The index itself has to be stored in a structure that allows us to do fast searches, good choices would be: a binary search tree, an AVL tree, or a hash table. I am leaving you a bit in the dark here on which one would be the best choice. "It depends." If you are doing lots of searches, an AVL tree would be a good choice. If you are doing lots of insertions, a regular binary tree would be a good choice. A hash table can be a good choice, if you handle collisions efficiently (eg. by making circular doubly linked lists of collisions in the hash table). The advantage of hash tables is that you are already partitioning the data (remember reading about data partition just yet?). Growing or resizing a hash table is something you should avoid. If your database is sorted and read-only, a linear array could make a very simple but efficient index (use bsearch()). Okay, if you really want me to make a choice, I would choose a large hash table (question rises: How large is large? With a hash table, you should ask yourself "How fast do I want records to be found?" and "What is an acceptable number of collisions to traverse before a record is found?") consisting of binary trees of collisions. Because you have to calculate a hash address for searching an item in a hash table, you might be faster putting everything in a binary tree. I am gambling here that a calculation can be faster than traversing a tree (as said, proper data partitioning can really speed things up). In practice, this would depend on how large your database is and how complex the hashing algorithm is. I do not recommend using a strong authentication hashing algorithm such as MD5 or SHA-1. Instead, use something simple like CRC-16 or even better: roll your own simple-but-effective hashing algorithm. For ASCII data, 'shift-left 6 and XOR' does the job just fine.
When you are caching records (or objects) in memory, mind that you also need a good
algorithm to expire objects from the cache. Generally you would use an LRU algorithm
(Least Recently Used element expires from the cache), implemented as a linked list. To handle
this linked list efficiently, I suggest you use a circular doubly linked list, so that you
can easily add elements to the tail and also remove elements from the head (or the other way
around, whichever you prefer). Each list element should be a reference to an index element,
that has the pointer to the cached record. The reason for choosing this structure is that
this way you can do all the all things you want to be able to do without corrupting memory:
- searching records in a fast manner
- caching records
- expiring records from cache in a fast manner
- putting reused cached records at the end of the cache list (in a fast manner)
The piece of code that returns a database record from the database layer to the application
layer should make a copy of the database record. This is to prevent memory corruption in
case of cache expiration, and the database records won't be effected in case of a bug in
the higher levels of the application code.
There should also be some routines to quickly convert to and from an ASCII representation of a
record to an in-memory record, since you wouldn't want to store integers and dates as plain ASCII
all the time (now would you?).
purge /reclaim
Deleting records from a database file is easy. Instead of truly removing the record, it should
be marked for deletion. Later on, the space can be freed up by doing a purge action. Purging
is not always easy. If the database records have a fixed size, you should keep a list of deleted
records and then overwrite those records by new records (simply reuse the space).

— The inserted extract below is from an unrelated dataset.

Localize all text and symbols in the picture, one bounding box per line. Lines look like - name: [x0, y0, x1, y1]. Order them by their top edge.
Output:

If the records are not of a fixed size, purging can be a pain, depending on the database file size
and the amount of deleted records. An easy solution would be to take the database offline,
copy all valid records to a new database file, omitting the deleted records, and then move the new
database file over the old one. Finally, restart the database engine.
Taking the database offline is often a problem, especially in our modern 24-hour economy.

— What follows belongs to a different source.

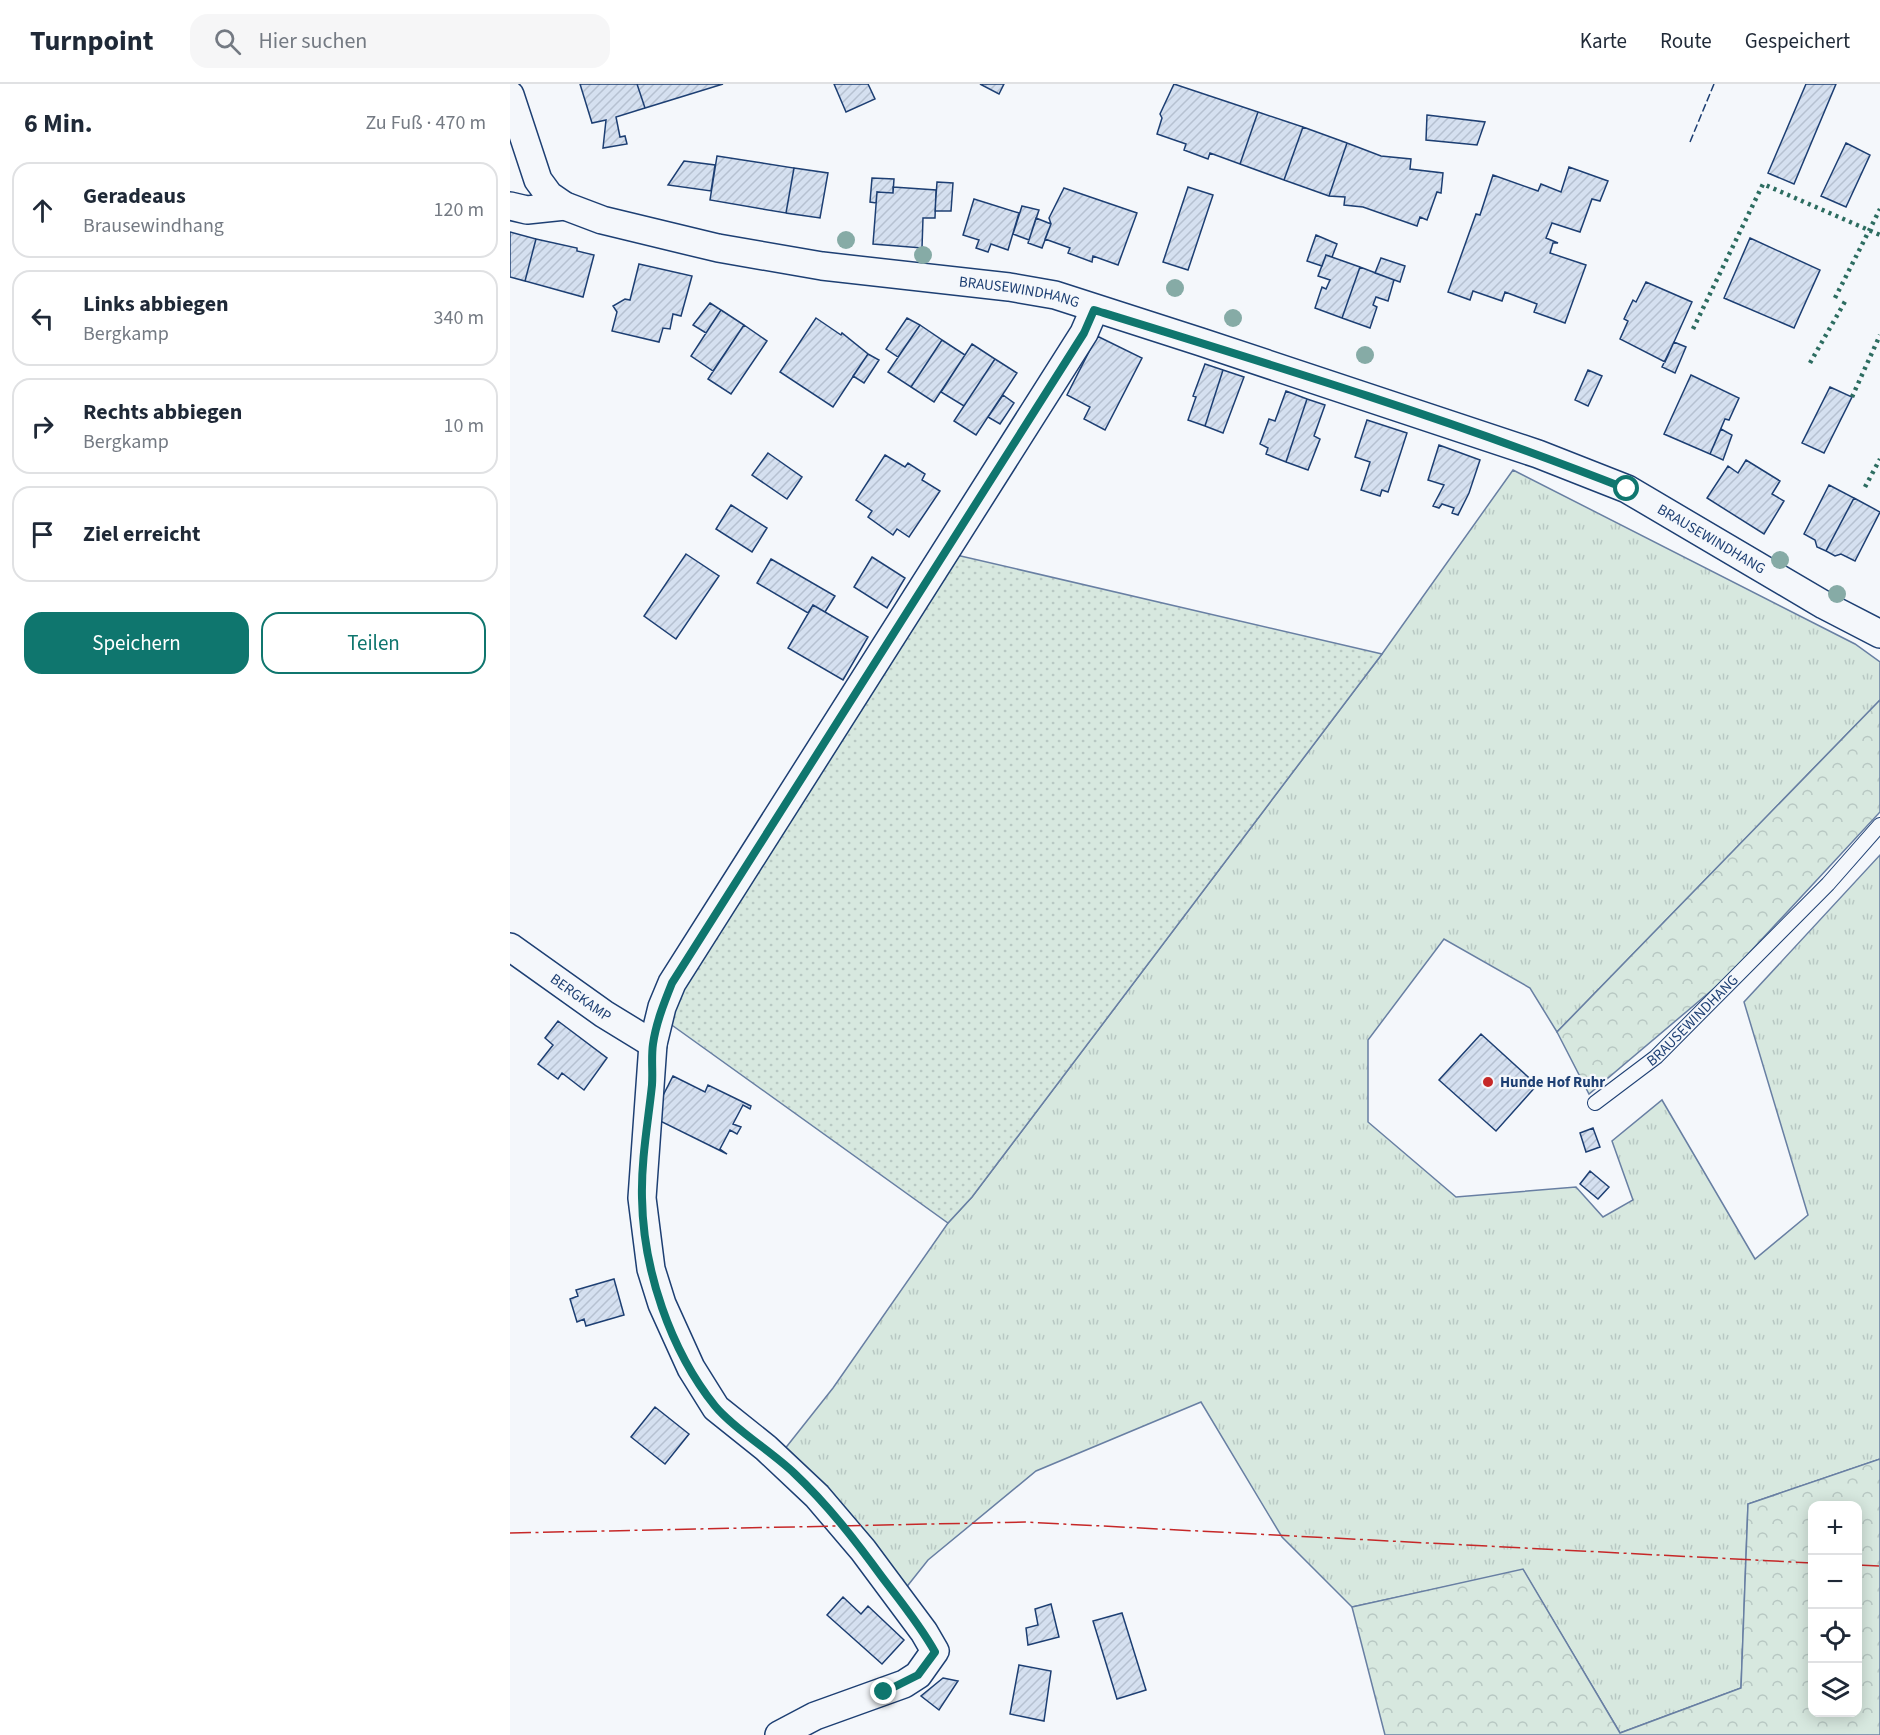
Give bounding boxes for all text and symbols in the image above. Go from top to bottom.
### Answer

If your database is accessible over the Internet, there could be someone out there, somewhere in
the world, at any time of the day who would want to access your database. To accomplish a
24-hour-a-day service and still do purges, the database engine could do a live purge in a
running database. The way to go is to start a new database, and build up a second in-memory
index for this new database. The old database does not become 'frozen', instead both databases
will be active while the purging action is running.
When a user requests a record, first search the new index. If the record is not found,
search the old index. If the record is found, copy it to the new database. If the record was
not found or was deleted in the old database, tell the user that the record was not found.

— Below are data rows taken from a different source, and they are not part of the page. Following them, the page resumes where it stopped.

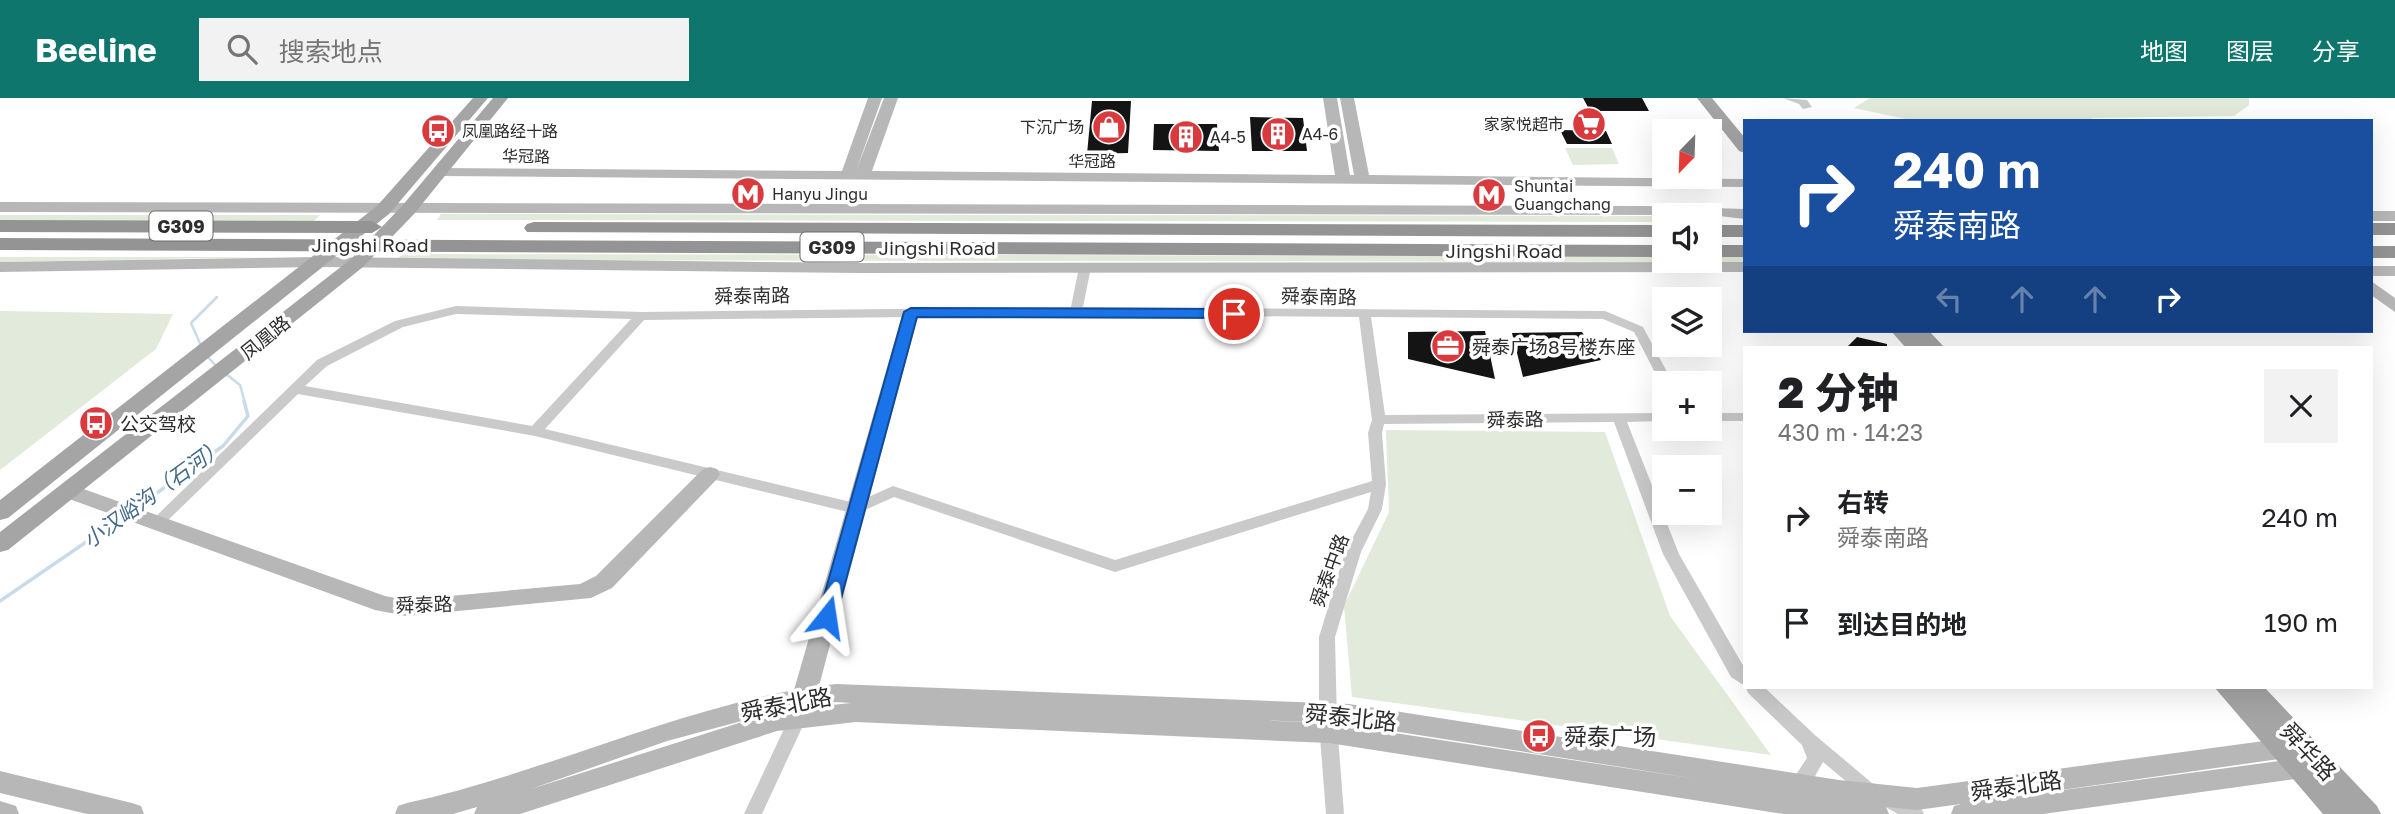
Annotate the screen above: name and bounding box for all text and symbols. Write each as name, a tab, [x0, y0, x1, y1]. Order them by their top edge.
search box	[199, 18, 689, 81]
text: Beeline	[35, 30, 157, 69]
icon: search	[223, 30, 261, 68]
text: 搜索地点	[279, 36, 383, 67]
text: 地图	[2140, 36, 2188, 65]
text: 图层	[2226, 36, 2274, 65]
text: 分享	[2312, 36, 2360, 65]
supermarket icon: 家家悦超市	[1570, 105, 1608, 143]
shop icon: 下沉广场	[1090, 108, 1128, 146]
bus stop icon: 凤凰路经十路	[419, 112, 457, 150]
place label: 家家悦超市	[1484, 114, 1564, 134]
building icon: A4-6	[1259, 115, 1297, 153]
place label: 下沉广场	[1020, 117, 1084, 137]
building icon: A4-5	[1167, 118, 1205, 156]
north arrow	[1652, 119, 1722, 189]
map controls	[1652, 119, 1722, 525]
place label: 凤凰路经十路	[462, 121, 558, 141]
place label: A4-6	[1302, 124, 1338, 144]
place label: A4-5	[1210, 127, 1246, 147]
text: 240 m	[1893, 140, 2041, 199]
street label: 华冠路	[502, 146, 550, 166]
icon: right	[1778, 147, 1869, 238]
street label: 华冠路	[1068, 151, 1116, 171]
metro station icon: Hanyu Jingu	[729, 175, 767, 213]
metro station icon: Shuntai Guangchang	[1470, 176, 1508, 214]
place label: Shuntai Guangchang	[1514, 176, 1611, 214]
place label: Hanyu Jingu	[772, 184, 868, 204]
button: sound	[1652, 203, 1722, 273]
text: 舜泰南路	[1893, 206, 2021, 244]
road number: G309	[150, 211, 212, 240]
road number: G309	[800, 232, 864, 262]
street label: Jingshi Road	[311, 233, 429, 256]
street label: Jingshi Road	[878, 236, 996, 259]
street label: Jingshi Road	[1445, 239, 1563, 262]
icon: left	[1930, 280, 1968, 318]
icon: ahead	[2003, 280, 2041, 318]
icon: ahead	[2076, 280, 2114, 318]
icon: right	[2149, 280, 2187, 318]
street label: 舜泰南路	[714, 283, 790, 307]
pin	[1204, 284, 1264, 344]
street label: 舜泰南路	[1281, 284, 1357, 308]
button: layers	[1652, 287, 1722, 357]
icon: arrive	[1215, 295, 1253, 333]
street label: 凤凰路	[236, 310, 294, 364]
office icon: 舜泰广场8号楼东座	[1429, 327, 1467, 365]
place label: 舜泰广场8号楼东座	[1472, 335, 1636, 358]
text: 2 分钟	[1778, 367, 1899, 417]
button: close	[2264, 369, 2338, 443]
button: +	[1652, 371, 1722, 441]
bus stop icon: 公交驾校	[77, 404, 115, 442]
street label: 舜泰路	[1486, 407, 1544, 431]
place label: 公交驾校	[120, 412, 196, 435]
text: 430 m · 14:23	[1778, 418, 1923, 446]
water label: 小汉峪沟（石河）	[77, 433, 229, 553]
button: −	[1652, 455, 1722, 525]
text: 右转	[1837, 487, 1889, 518]
icon: right	[1778, 499, 1816, 537]
text: 240 m	[2261, 502, 2338, 533]
text: 舜泰南路	[1837, 523, 1929, 551]
street label: 舜泰中路	[1305, 530, 1353, 610]
position arrow	[790, 580, 864, 654]
street label: 舜泰路	[395, 592, 453, 616]
icon: arrive	[1778, 604, 1816, 642]
text: 190 m	[2264, 607, 2338, 638]
text: 到达目的地	[1837, 609, 1967, 640]
street label: 舜泰北路	[738, 681, 834, 727]
street label: 舜泰北路	[1304, 698, 1398, 736]
street label: 舜华路	[2275, 716, 2343, 786]
bus stop icon: 舜泰广场	[1520, 717, 1558, 755]
place label: 舜泰广场	[1564, 722, 1656, 750]
street label: 舜泰北路	[1968, 765, 2064, 805]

Meanwhile, while there are no pending user requests, go on with copying records from the old
database to the new database until all old valid records have been transferred to the new database.
While the new database is not yet complete, all delete actions must be done on both databases,
as both copies are active at the same time. When the transfer is complete, all the 'old' deletes
will have been purged. The old database can be closed off, and the database engine can continue
to run with just one active copy.
The same technique can be used to make backups (or rolling snapshots) of active
databases. What they do is create an active copy of the database, and at the point where they
are synchronized, one copy is closed off. It is like running a mirror, and shutting the mirror
down so it can be backed up to tape or moved to some other long term storage. As you can imagine,
if the database is large, it may take quite some time before a snapshot is completed. Also note
that you always need twice the memory and twice the disk space to safely carry out a purge
or snapshot action.
Journalling and rollback
Every computer user has once lost some data due a bad floppy disk, system crash, or power
failure. These malfunctions are particularly bad in case a database update was running.
If database corruption occurs, the application is usually likely to just crash,
and the end user may not able to easily reproduce the valuable data that was in the database.
Therefore, all modern database systems have extra safety mechanisms included to keep the
database from becoming corrupted.
Journalling is a mechanism that ensures the structure of the database file. Suppose
the database engine is doing an update of a record, and then there is a power failure.
When the computer restarts and the database initializes itself again, it should be able to
see that was in the middle of an update event, and then repair the half-written record.
Note that 'repair' is a bit optimistic, in practice it would remove the half-broken entry from
the database file. How does it know it was doing an update before, and how does it know that
the operation did not finish? The answer is simple; before doing the write, it writes
a journalling record to a journal, which is just another file on disk. An operation is not
completed until an end-of-journal marker has been written in the journal. The closed journal
can then be overwritten by a new journal. An example of a journal is:
- event: begin journal => about to write record #1024
- event: writing record #1024, which is 256 bytes in length
- event: write of record #1024 finished sucessfully => end journal
For this technique to work, all write operations must be done synchronously. If the operating system would buffer the writes, one could not possibly know for sure whether a write made it to disk or not. This slows database systems down, but it is also possible to do deferred writing or letting another process do the synchronous writes in the background, while the application keeps on running. Synchronous writes can be done by using the flag O_SYNC wth the open() system call.
Analogous to this, many database systems do transaction logging, which is basically
keeping a journal of all transactions performed by the database system. With journalling,
the data to be written itself is (usually) not logged, just the meta-data of the structures,
but with transaction logging the data can be logged as well. If the data contained in the
transaction is also being logged, one could also include undo operations. This is
called rollback. By keeping a history of all transactions being done, it becomes
possible to do a rollback to a certain point in time. You could even rollback to the point
where you inserted the first record into the database.
If you ever restore the database file from an old backup tape, you can apply the logs to bring
the database back up to date again.
Conclusion
Writing a small and simple database system is not all that hard. Writing a sophisticated and
robust system is quite a lot of work, though. Now that I've shown you how to do it, I'd say,
have fun programming your own database system. You can make things as hard on yourself as you
want to, really, but you will find that once you have started working on something simple,
you will want to have the more advanced features as well. It might be interesting to keep some
live statistics on the performance of your database system, and doing some tuning to get the most
out of it.
While it still may be smarter to use existing database software, I feel it is important to
know exactly how this software works, and knowing how to build it just in case it didn't
exist. Furthermore, it is interesting from a purely computer scientific point of view.